22 Apr, 2026

House GOP package overhauls financial data protections, privacy framework

House Republicans introduced two data privacy bills April 22 that together would overhaul financial data protections under a decades-old federal law and establish a national consumer privacy framework.

Both measures — the SECURE Data Act and the GUARD Financial Data Act — intend to preempt a growing patchwork of state privacy laws.

Rep. John Joyce of Pennsylvania introduced the SECURE Data Act, a broader measure that would create a national privacy framework similar to European data protection law. The Federal Trade Commission would serve as the primary enforcer, with state attorneys general authorized to bring parens patriae actions — lawsuits frequently used in antitrust and consumer protection cases where individual damages are deemed too small to justify private suits.

"This bill establishes clear, enforceable protections so that Americans remain in charge of their own data and companies are held accountable for its safekeeping," Joyce and House Energy and Commerce Chairman Brett Guthrie (R-Ky.) said in a statement to S&P Global Market Intelligence.

The Commerce Secretary would serve as the principal adviser to the president on cross-border data flows, according to the bill text.

The SECURE Data Act would apply to companies that process data on more than 200,000 consumers annually with at least $25 million in gross revenue, or companies that process data on at least 100,000 consumers if 25% or more of their revenue derives from data sales. Nonprofits, higher education institutions, and entities already covered by the Gramm-Leach-Bliley Act or HIPAA would be exempt.

The bill raises the age at which platforms must obtain verifiable parental consent to process sensitive data from 13 to 16, covering teenagers as a distinct protected category. Staff said the provision accomplishes much of what the stalled COPPA 2.0 legislation sought to do, while adding that the Senate-passed kids bill remains worth pursuing on its own merits, given its more targeted scope.

The GUARD Financial Data Act, introduced by Reps. Bill Huizenga of Michigan, Andy Barr of Kentucky, Bryan Steil of Wisconsin and French Hill of Arkansas, would amend a portion of the Gramm-Leach-Bliley Act to add data minimization requirements, expand consumer opt-out rights and require financial institutions to obtain affirmative consent before collecting or sharing sensitive personal information, including biometric data and precise geolocation.

The bill also establishes deletion rights for former customers, requires financial institutions to respond to requests within 45 days, and adds disclosure requirements regarding the use of artificial intelligence in data processing. Regulators would be required to weigh compliance burdens on institutions with $15 billion or less in assets.

The bill's data portability provision defers to the Consumer Financial Protection Bureau's ongoing work under Section 1033 of the Dodd-Frank Act, directing financial firms to that statute when effectuating consumer data access rather than creating a parallel standard.

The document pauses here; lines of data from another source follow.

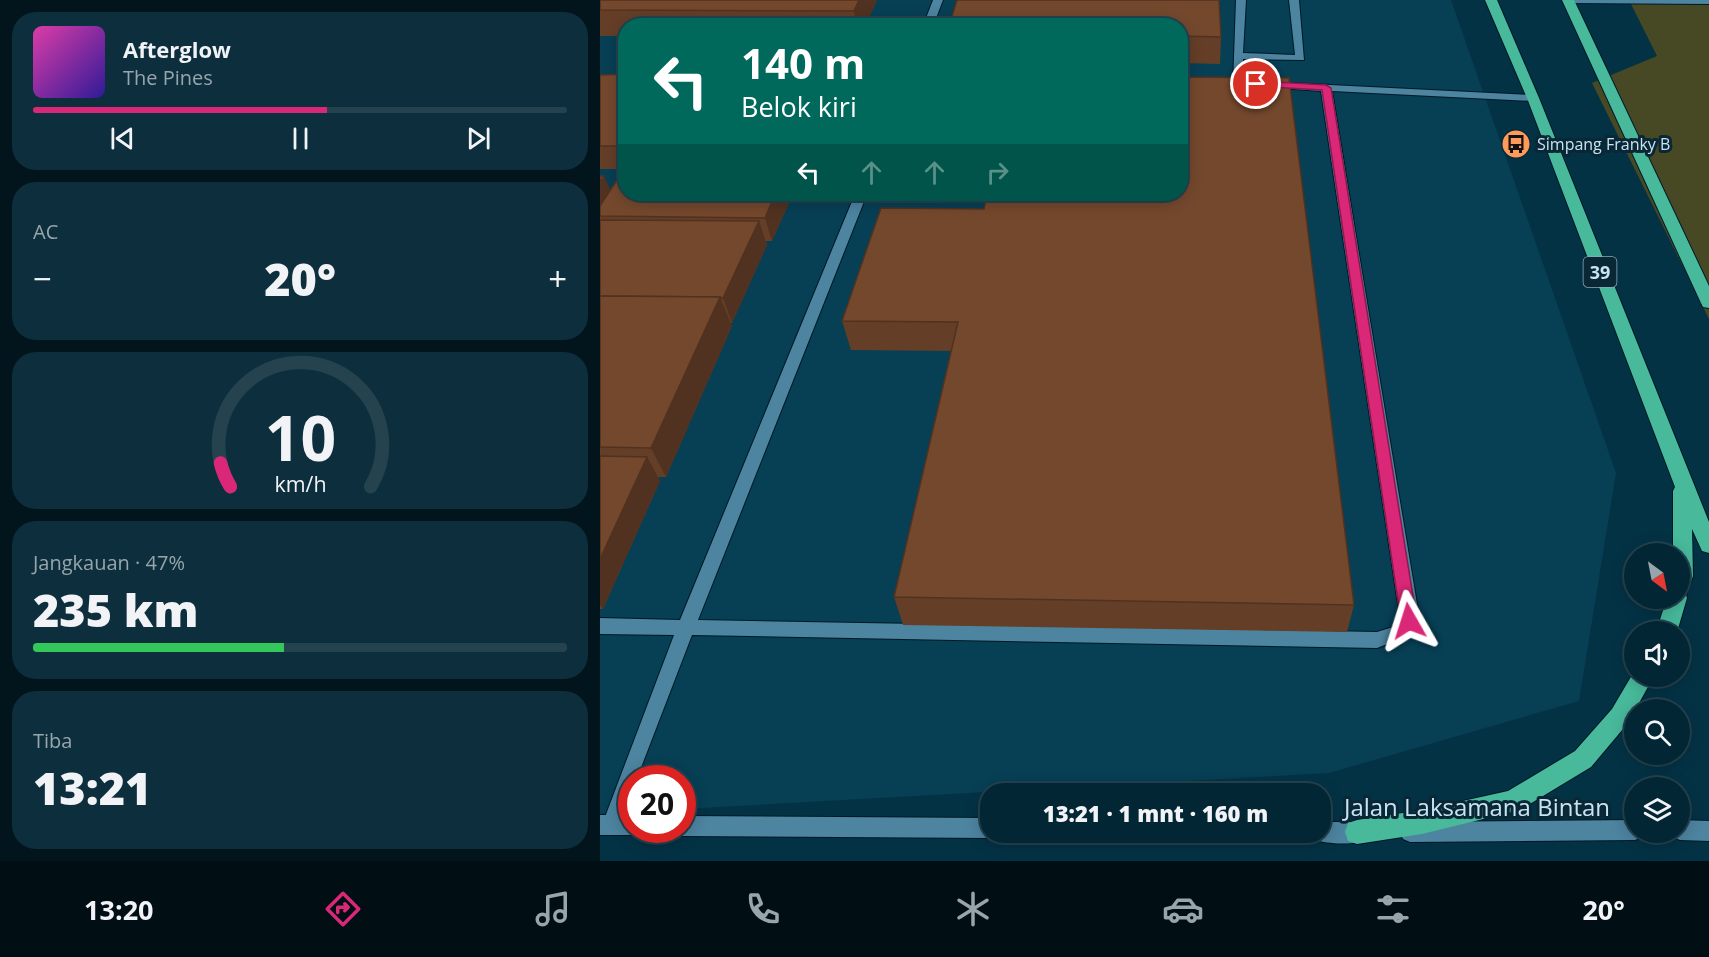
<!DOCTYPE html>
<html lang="id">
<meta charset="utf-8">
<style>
:root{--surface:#032634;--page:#0d2e3c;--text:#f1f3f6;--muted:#97a5ac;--line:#24434f;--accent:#db2777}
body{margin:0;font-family:"Open Sans",sans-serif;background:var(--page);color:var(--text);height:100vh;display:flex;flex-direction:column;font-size:22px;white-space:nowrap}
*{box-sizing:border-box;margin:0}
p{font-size:20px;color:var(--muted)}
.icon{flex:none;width:33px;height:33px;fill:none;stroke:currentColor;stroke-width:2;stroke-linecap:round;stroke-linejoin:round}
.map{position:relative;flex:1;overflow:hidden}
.side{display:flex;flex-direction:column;gap:12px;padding:12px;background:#02151d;width:600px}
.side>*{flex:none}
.banner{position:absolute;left:18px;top:18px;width:570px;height:183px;border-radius:24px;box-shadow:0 3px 15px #0003,0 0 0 2px var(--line);background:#00695c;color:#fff;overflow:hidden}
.needle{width:39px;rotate:148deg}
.fabs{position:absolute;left:1024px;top:543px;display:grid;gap:12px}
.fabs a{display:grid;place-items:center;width:66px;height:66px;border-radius:50%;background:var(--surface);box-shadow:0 3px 15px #0003,0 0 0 2px var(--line);font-size:30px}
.speed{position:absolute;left:18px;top:765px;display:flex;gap:12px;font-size:30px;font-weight:700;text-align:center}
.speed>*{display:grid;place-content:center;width:78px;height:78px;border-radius:50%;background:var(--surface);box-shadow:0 3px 15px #0003,0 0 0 2px var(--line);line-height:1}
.speed .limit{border:9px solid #d22;background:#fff;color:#111}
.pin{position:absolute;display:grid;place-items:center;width:51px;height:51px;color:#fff;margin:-26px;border:3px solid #fff;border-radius:50%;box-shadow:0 2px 6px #0007}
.me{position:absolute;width:66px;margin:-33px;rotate:354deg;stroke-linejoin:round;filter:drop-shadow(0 0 4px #0008)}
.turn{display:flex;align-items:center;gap:21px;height:126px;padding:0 24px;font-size:27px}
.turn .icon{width:78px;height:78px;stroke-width:2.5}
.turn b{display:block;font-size:42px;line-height:51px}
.lanes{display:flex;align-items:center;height:57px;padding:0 24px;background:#0003;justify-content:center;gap:30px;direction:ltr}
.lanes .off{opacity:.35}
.big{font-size:45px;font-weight:800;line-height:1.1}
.side .tile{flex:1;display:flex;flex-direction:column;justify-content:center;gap:9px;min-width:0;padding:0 21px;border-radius:24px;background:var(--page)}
.side .dial{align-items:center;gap:0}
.dial svg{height:156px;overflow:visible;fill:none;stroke:var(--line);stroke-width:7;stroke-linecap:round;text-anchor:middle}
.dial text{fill:var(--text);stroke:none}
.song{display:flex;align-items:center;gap:18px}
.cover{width:72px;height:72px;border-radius:9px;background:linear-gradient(135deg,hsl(320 70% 55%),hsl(250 70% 35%))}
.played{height:6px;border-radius:3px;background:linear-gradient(90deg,var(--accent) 55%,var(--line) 55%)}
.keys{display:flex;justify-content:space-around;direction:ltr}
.heat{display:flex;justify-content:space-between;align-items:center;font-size:33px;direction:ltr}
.charge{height:9px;border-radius:4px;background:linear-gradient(90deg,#34c759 47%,var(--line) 0)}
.trip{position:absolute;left:380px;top:783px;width:351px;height:60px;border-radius:24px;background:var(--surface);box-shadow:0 3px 15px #0003,0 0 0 2px var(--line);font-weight:800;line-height:60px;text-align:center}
.menu{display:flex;height:96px;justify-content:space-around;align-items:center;background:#010f15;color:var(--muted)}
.menu .icon{width:42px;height:42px}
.menu .active{color:var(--accent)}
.menu b{font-size:27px;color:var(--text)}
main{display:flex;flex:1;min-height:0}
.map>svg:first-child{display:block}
</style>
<main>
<section class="side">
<div class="tile">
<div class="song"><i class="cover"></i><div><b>Afterglow</b><p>The Pines</p></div></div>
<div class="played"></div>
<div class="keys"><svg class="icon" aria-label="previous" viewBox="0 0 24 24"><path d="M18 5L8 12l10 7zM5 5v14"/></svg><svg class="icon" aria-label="pause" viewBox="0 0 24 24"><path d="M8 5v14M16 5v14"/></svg><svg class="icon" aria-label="next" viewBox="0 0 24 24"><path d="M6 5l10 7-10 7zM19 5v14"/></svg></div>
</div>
<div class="tile"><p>AC</p>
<div class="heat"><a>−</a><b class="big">20°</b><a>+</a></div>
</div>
<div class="tile dial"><svg viewBox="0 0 100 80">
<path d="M14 69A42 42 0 1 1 86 69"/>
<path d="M14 69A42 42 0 0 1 9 57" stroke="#db2777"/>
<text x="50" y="56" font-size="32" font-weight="700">10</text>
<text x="50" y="72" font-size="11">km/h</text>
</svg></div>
<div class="tile"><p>Jangkauan · 47%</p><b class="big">235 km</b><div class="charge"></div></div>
<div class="tile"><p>Tiba</p><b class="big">13:21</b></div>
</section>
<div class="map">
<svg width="1109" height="861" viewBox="0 0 1109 861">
<rect width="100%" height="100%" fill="#043245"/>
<path fill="#073f55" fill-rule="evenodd" d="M0,0h851l165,473 -37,228 -250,72 -646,36 -1,-31h-50l-1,34 -31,2zM26,26h554v168h-554z"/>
<polygon fill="#474924" points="1029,0 1109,0 1109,319 992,83 1057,56"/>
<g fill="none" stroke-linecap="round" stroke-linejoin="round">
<g stroke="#001926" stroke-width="2">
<g id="lane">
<polygon points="333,0 343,0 333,26 323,26"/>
<polygon points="636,0 646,0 643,53 695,55 689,0 699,0 704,60 643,59 642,83 633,85"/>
<polygon points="965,0 1109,0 1109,4 970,3"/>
<path d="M670,82l263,13 5,3 -5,3 -201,-10 86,519c0,25 -20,30 -41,38l-685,-13 -55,143h-5v17l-13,37 -7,3 -7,-3 -3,-7 72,-190 -74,-1v-16l80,2 175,-426h12l-169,426 679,12 16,-5 7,-9 -79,-527 -55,-4v-4z"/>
</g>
</g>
<g stroke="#001926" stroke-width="2">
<g id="secondary">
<polygon points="0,815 32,815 32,830 40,830 32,835 0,835"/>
<polygon points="82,816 390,818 390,832 398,832 390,838 82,836 75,833 73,830 82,830"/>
<polygon points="1035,820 1035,832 1044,832 1042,837 1035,840 810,842 803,839 800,832 803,825 810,822"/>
<polygon points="1080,820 1109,821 1109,841 1080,840 1073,837 1071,832 1080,832"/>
<path d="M720,822h45l7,3 3,7 -3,7c-15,6 -44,6 -59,0l-3,-7h10z"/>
</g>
</g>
<g stroke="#001926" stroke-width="2">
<g id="highway">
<polygon points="885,0 897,0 939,98 1109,522 1109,553 1102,551 1092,529 1093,576 1086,595 1087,598 1077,632 1056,632 1067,598 1080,598 1080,554 1073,554 1073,491 1075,487 927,98"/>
<polygon points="962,0 974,0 1109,286 1109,308 1103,307 1101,303"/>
<polygon points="1035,670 1035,676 1054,676 1028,723 991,767 920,810 822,834 757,844 748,841 745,832 748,823 757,820 822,810 908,791 975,751 1012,709"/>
</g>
</g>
<use href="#lane" fill="#4d84a0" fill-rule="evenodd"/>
<use href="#secondary" fill="#4d84a0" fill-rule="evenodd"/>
<use href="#highway" fill="#48b99b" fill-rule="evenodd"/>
</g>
<g fill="#643e27">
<polygon points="0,0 277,0 265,26 26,26 26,36 0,36"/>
<polygon points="580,26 621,37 620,64 580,63"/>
<polygon points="26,74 26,194 193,194 172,241 166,241 167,245 132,323 130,323 132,326 66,477 58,477 60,481 3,609 0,609 0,176 10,190 24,169 0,169 0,75"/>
<polygon points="281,208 754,605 747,632 303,625 294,597 351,351 251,350 242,321"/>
</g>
<g fill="#513220">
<polygon points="259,0 277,0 265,26 257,26 254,11"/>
<polygon points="4,176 15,200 0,216 0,182"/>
<polygon points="175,194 193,194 172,241 165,218"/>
<polygon points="159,221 167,245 132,323 123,298"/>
<polygon points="120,297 132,326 66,477 51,448"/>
<polygon points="47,457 60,481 3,609 0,605 0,559"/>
</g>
<g fill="#74482d" stroke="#513220" stroke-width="1.5">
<polygon points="0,0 259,0 254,11 0,10"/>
<polygon points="357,0 619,0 621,37 580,36 580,26 349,26"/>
<polygon points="26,74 26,146 0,146 0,75"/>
<polygon points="580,77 689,78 754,605 294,597 358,322 242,321 281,208 384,209 387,194 580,194"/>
<polygon points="26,166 26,194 175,194 165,218 0,216 0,206"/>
<polygon points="0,176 4,176 0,182"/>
<polygon points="0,220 159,221 123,298 121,298 120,297 0,296"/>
<polygon points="0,296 120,297 51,448 0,447"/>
<polygon points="0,456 47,457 0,559"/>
</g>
<polygon fill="#db2777" stroke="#8e194d" stroke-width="1.5" points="656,81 726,85 731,88 817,621 815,626 809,628 803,626 801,621 722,90 653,86 652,84"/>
<defs>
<g id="bus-disc" transform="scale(1.5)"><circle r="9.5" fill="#ff9b5a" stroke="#092735"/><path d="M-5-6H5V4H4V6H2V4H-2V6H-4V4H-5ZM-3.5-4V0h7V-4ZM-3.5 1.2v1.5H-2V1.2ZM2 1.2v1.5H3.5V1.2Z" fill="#111"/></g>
</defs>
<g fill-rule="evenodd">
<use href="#bus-disc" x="916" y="144"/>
</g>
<g text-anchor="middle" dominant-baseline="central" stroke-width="6" stroke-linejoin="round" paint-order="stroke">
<g font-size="16" fill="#c8e3f3" stroke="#092735" text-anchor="start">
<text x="937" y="144">Simpang Franky B</text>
</g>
<rect fill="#092735" stroke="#8fabba" stroke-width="1.5" x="983.5" y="257" width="33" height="30" rx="4.5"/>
<g font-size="18" font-weight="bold" fill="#c8e3f3">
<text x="1000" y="272">39</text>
</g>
<g font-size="24" fill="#c8e3f3" stroke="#092735">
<text x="877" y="806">Jalan Laksamana Bintan</text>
</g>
</g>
</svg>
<div class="fabs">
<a><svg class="needle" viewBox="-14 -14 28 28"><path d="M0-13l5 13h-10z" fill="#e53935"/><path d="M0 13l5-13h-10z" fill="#97a5ac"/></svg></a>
<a><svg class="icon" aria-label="sound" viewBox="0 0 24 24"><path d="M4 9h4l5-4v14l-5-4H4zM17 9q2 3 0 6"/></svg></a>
<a><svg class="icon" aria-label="search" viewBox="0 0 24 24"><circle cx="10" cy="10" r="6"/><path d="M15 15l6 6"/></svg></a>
<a><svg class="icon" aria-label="layers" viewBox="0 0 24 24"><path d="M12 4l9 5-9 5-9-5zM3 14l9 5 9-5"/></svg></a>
</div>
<div class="speed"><div class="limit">20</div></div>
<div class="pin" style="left:656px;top:84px;background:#d93025"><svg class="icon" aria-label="arrive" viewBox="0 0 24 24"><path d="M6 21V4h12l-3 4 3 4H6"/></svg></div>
<svg class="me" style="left:809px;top:621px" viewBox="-20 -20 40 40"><path d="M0-17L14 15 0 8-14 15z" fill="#db2777" stroke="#fff" stroke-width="4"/></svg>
<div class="trip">13:21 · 1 mnt · 160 m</div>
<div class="banner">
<div class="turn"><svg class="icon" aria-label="left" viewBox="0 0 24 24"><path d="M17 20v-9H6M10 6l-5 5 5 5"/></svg><div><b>140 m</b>Belok kiri</div></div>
<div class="lanes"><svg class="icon" aria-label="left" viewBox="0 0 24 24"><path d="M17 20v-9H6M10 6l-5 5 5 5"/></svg><svg class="icon off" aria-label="ahead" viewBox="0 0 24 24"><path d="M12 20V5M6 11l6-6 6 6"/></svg><svg class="icon off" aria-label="ahead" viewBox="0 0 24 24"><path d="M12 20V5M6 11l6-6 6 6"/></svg><svg class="icon off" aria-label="right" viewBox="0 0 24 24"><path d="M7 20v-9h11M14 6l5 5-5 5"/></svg></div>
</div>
</div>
</main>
<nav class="menu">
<b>13:20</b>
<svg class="icon active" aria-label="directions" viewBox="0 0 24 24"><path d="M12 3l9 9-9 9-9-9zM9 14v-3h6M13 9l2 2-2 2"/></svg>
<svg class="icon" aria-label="music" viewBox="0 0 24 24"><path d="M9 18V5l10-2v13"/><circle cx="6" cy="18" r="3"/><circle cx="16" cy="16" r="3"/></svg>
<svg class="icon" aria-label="phone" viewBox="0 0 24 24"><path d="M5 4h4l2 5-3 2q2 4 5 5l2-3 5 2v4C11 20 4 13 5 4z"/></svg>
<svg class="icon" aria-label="climate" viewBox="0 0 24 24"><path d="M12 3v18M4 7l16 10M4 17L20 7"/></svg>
<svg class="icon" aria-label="car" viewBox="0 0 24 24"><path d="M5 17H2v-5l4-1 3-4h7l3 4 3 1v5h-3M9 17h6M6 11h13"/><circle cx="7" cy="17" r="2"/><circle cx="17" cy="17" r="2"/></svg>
<svg class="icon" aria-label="filters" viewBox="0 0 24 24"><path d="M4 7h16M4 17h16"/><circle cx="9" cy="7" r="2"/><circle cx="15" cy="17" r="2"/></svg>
<b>20°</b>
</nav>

Financial Services Committee staff said they would revisit potential statutory changes to 1033 depending on how CFPB rulemaking develops.

Both bills contain broad federal preemption language that would supersede state privacy statutes. Staff said the preemption is confined to comprehensive privacy frameworks.

"The sharing of data doesn't really stop at state borders," one aide familiar with the legislation said, adding that the bills are not intended to displace state data breach notification laws.

Neither bill includes a private right of action. Staff defended the choice by noting that penalty exposure under the enforcement framework is already substantial.

"It wouldn't just be one violation — it would be $50,000 per violation, and that can add up very quickly," one E&C aide said. Staff also noted that no state comprehensive privacy law currently provides for private litigation, arguing the bills align with that consensus.

The free-market think tank R Street said the exclusion of a private right of action was the wise choice. "Tort costs grew at a rate of seven percent annually — nearly double GDP growth — between 2016 and 2022, with most of the money enriching trial lawyers instead of plaintiffs," wrote Adam Thierer, a resident senior fellow with the Technology and Innovation team at R Street. "Frivolous claims based on junk science continue to flood the courtrooms, undermining innovation in numerous sectors."

The SECURE Data Act also repeals the Video Privacy Protection Act, a 1988 law that restricted the disclosure of video rental records. Staff said the law has been stretched through litigation well beyond its original purpose, arguing the new framework's general applicability makes a standalone video privacy law redundant.

"VPPA is a pre-Internet law, and I think we've seen some abuses of the underlying private right of action," an E&C aide said, "to expand the scope of it well beyond its intended purpose in Congress."

Public Knowledge, a consumer advocacy group, rejected both bills on Wednesday. The SECURE Data Act's preemption language would hand tech companies "a single weak national standard with no way for states to fill the gaps," Sara Collins, the group's government affairs director, said in a statement. She argued the bill "prioritizes industry convenience over consumer rights."

Collins also noted the bill would strip the Federal Communications Commission of privacy authority over broadband and telecom providers entirely, calling the shift to FTC-only enforcement "a get out of jail free card" for internet service providers.

Industry groups, including the US Chamber of Commerce and Information Technology Industry Council, have previously supported preemption-based privacy frameworks.